Tests de grossesse
Ils font gonfler les poubelles
Archive · 03 février 2021


Anne Onidi
Journaliste scientifique
Enceinte? Pour le savoir, rien de plus simple: une fine bandelette mise en contact avec les urines réagit à la présence de l’hormone de la grossesse ß-hCG et livre son verdict en quelques minutes. Les tests de grossesse ressemblent généralement à un thermomètre, soit une coque en plastique enveloppant la zone réactive. Cette forme, hygiénique, simplifie sensiblement la procédure mais génère beaucoup de déchets. Combien et pour quel bénéfice? C’est l’objet de ce tour d’horizon.
Sur seize dispositifs médicaux achetés, deux seulement génèrent aussi peu de déchets que possible. Il s’agit de simples bandelettes emballées individuellement et conditionnées dans de petites boîtes sans cellophane. Une simplicité visible sur l’étiquette, puisque ces variantes valent jusqu’à 15 fois moins cher.
Les quatorze autres modèles sont constitués d’une coque. Laquelle ne permet pas le remplacement de la bandelette. Ce sont donc entre 5 et 20 grammes de plastique qui terminent leur brève existence à la poubelle.
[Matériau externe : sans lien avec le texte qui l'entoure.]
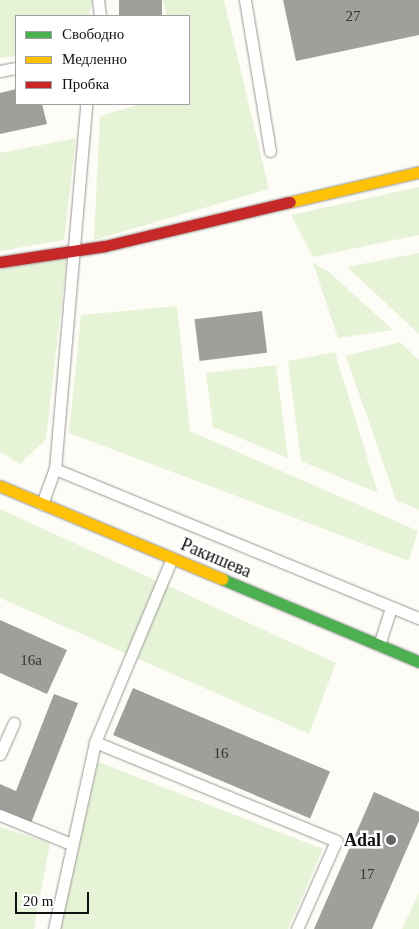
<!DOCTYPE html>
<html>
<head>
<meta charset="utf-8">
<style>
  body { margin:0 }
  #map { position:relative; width:419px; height:929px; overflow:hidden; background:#fdfcf7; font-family:Georgia,serif }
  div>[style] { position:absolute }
  .green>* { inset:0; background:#e7f3d7 }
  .building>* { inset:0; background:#a19f9c; transform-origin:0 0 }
  .roads { filter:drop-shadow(0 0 1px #979795) drop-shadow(0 0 1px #979795) }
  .lane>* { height:11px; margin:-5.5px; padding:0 5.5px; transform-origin:5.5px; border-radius:5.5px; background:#fffffe }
  .fast>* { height:11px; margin:-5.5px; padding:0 5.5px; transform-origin:5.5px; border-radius:5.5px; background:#4caf50 }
  .slow>* { height:11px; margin:-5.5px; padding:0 5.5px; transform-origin:5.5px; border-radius:5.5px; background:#ffc107 }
  .jam>* { height:11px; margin:-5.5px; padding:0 5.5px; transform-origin:5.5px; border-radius:5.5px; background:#c62828 }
  .dots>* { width:14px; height:14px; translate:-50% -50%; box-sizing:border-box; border:2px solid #fff; border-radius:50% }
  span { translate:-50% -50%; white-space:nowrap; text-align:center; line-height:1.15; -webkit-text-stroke:5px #fff; paint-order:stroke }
  .number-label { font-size:15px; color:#353434 }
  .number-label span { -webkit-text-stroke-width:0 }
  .street-label { font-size:18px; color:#111 }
  .poi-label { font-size:18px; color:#111; font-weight:700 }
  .right { translate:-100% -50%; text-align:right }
  .legend { position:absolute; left:15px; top:15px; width:175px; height:90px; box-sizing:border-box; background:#fff; border:1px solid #a0a0a0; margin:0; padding:6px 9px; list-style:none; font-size:15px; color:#111 }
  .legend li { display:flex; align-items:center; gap:10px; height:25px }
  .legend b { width:25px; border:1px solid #a0a0a0 }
  .scale { position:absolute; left:15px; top:892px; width:74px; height:22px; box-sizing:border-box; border:2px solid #111; border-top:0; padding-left:6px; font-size:15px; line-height:18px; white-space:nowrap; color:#111; -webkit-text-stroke:4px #fff; paint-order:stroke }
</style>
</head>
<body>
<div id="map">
  <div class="green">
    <div style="clip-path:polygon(0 0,91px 0,92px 2px,89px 16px,16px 16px,16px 56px,0 58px)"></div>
    <div style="clip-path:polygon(163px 0,224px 0,269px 189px,94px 240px,100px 116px,141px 104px,189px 104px,189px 16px,167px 16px)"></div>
    <div style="clip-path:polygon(76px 138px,64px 240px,0 251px,0 153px)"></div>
    <div style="clip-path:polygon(419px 187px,419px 235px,313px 257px,291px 215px)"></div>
    <div style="clip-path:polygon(419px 253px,419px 334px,347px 267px)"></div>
    <div style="clip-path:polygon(67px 258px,46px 439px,20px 464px,0 452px,0 270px)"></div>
    <div style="clip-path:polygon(313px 263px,329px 272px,393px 330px,338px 338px)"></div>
    <div style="clip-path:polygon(177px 306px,190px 431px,418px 531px,409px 561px,69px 433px,81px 315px)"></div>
    <div style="clip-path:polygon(400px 342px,419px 360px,419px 510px,396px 500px,346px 356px)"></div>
    <div style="clip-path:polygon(335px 352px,378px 493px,301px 461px,288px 361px)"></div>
    <div style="clip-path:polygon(276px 365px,288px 458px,213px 427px,206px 373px)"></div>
    <div style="clip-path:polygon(0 509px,336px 663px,309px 734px,0 598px)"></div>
    <div style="clip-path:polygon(98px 762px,323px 849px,288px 929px,60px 929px)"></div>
    <div style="clip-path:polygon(0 827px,50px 843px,34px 929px,0 929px)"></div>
    <div style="clip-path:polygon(419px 893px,419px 929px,402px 929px)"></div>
  </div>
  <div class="building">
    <div style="left:119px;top:0;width:43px;height:16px"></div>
    <div style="clip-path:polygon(283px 0,419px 0,419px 35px,296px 61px)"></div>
    <div style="clip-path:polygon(16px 89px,16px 104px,42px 104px,47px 124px,0 134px,0 93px)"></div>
    <div style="left:262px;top:311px;width:42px;height:68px;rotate:83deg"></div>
    <div style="clip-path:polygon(0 620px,67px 650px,47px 694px,0 673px)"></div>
    <div style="left:133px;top:688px;width:214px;height:51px;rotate:23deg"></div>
    <div style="clip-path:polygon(54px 694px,78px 703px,31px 823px,0 811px,0 784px,16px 791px)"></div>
    <div style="clip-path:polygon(374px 792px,419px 812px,419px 821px,372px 929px,314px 929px)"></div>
  </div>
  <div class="roads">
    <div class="lane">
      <div style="left:98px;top:0;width:16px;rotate:83deg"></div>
      <div style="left:245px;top:0;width:153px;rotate:80.6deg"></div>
      <div style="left:0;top:71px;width:16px;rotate:-11deg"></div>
      <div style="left:55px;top:469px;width:393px;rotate:22.3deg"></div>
      <div style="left:42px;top:504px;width:37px;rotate:-70deg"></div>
      <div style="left:55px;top:469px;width:366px;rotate:-85.1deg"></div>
      <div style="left:379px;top:645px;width:39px;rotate:-72deg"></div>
      <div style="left:95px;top:742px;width:199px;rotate:-67.3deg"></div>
      <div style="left:0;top:754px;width:34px;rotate:-66deg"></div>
      <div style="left:0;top:815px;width:77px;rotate:22.2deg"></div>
      <div style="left:54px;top:929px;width:191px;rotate:-77.6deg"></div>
      <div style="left:95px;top:742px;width:261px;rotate:22.3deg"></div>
      <div style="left:336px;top:841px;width:96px;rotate:113.9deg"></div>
    </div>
    <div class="fast">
      <div style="left:222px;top:579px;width:214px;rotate:22.8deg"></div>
    </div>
    <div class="slow">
      <div style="left:290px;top:202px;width:132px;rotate:-13.1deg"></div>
      <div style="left:0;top:486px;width:241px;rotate:22.7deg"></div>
    </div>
    <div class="jam">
      <div style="left:0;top:262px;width:106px;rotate:-8.7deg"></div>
      <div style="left:105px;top:246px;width:190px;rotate:-13.4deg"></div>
    </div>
  </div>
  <div class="dots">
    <div style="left:391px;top:840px;background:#646362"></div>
  </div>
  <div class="number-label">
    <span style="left:353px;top:17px">27</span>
    <span style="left:31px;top:661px">16а</span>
    <span style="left:221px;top:754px">16</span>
    <span style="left:367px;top:875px">17</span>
  </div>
  <div class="street-label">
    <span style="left:216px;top:558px;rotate:23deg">Ракишева</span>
  </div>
  <div class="poi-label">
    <span class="right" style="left:381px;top:840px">Adal</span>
  </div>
  <ul class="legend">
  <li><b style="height:6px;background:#4caf50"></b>Свободно</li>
  <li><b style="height:6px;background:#ffc107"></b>Медленно</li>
  <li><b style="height:6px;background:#c62828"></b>Пробка</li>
  </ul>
  <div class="scale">20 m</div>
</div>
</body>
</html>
Dernier du classement, le Clearblue digital cumule 25 grammes de plastique et d’électronique (lire encadré).
Interrogée sur ses velléités écologiques, Clearblue, leader du secteur et propriété du géant Procter & Gamble, dit «être en train de réduire de 10% le taux de plastique de ses tests». Et annonce «investir dans la recherche et le développement de matériaux et technologies plus en accord avec l’environnement». Mais elle n’envisage pas de renoncer au plastique. «Dommage que l’Union européenne n’ait pas ajouté les tests de grossesse aux plastiques à usage unique qui seront interdits dès juillet 2021; cela aurait poussé les marques à revenir à plus de simplicité, commente Laurianne Altwegg, responsable Environnement à la FRC. L’emballage autour de la bandelette n’est finalement que du marketing servant à véhiculer l’image d’un produit complexe, alors que détecter l’hormone de la grossesse est une simple réaction chimique.»
Tous les tests de ce panel ont la même exactitude de mesure: ils affichent un taux supérieur à 99% lorsque l’analyse est effectuée le jour présumé de l’apparition des règles. Pour bon nombre d’entre eux, la précision chute si l’on se montre trop impatiente. Ainsi, la certitude de mesure du Clearblue pratique et rapide est de 54% si le test est effectué quatre jours avant le début prévu des règles. Les modèles ayant une limite de détection basse sont les plus à même de fournir un résultat précoce.
Test précoce déconseillé
Pour Valérie Guyot, maîtresse de formation professionnelle à l’Ecole d’assistantes et d’assistants médicaux de Conches (GE), le test précoce n’est pas toujours souhaitable: «Nous conseillons d’attendre au moins la date présumée des règles. Dans les deux à trois premières semaines après la fécondation, le risque de fausse couche est très élevé (50% environ). Mieux vaut peut-être ne pas savoir qu’on a été enceinte que se confronter à une déception.»
Certains tests proposent de quantifier le nombre de semaines de grossesse. Cet aspect est inutile: seule l’analyse sanguine est à même de doser précisément la ß-hCG.
Jetable, recyclable
Le test digital de Clearblue n’est pas le seul appareil à usage unique. Sur le marché, on trouve des éthylotests et des cigarettes électroniques jetables. S’ajoutent d’autres gadgets à piles dotés d’une espérance de vie dérisoire. Soumis à l’Ordonnance sur la restitution, la reprise et l’élimination des appareils électriques et électroniques, ces dispositifs doivent bel et bien être recyclés et non jetés aux ordures. Le mode d’emploi du produit précise qu’il faut extraire les deux piles puis rapporter le reste dans le lieu d’achat ou dans une déchetterie. «Est-il réaliste de demander à retourner un produit souillé dans le point de vente où il a été acheté? s’interroge Laurianne Altwegg. Etre à l’origine de déchets électroniques qui finiront vraisemblablement à la poubelle alors que de simples bandelettes suffisent est irresponsable.» Investir autant de ressources dans un dispositif à usage unique «qui limite les risques de mauvaise interprétation des résultats», selon les explications de la marque, la démarche est si contradictoire qu’elle frise l’absurde!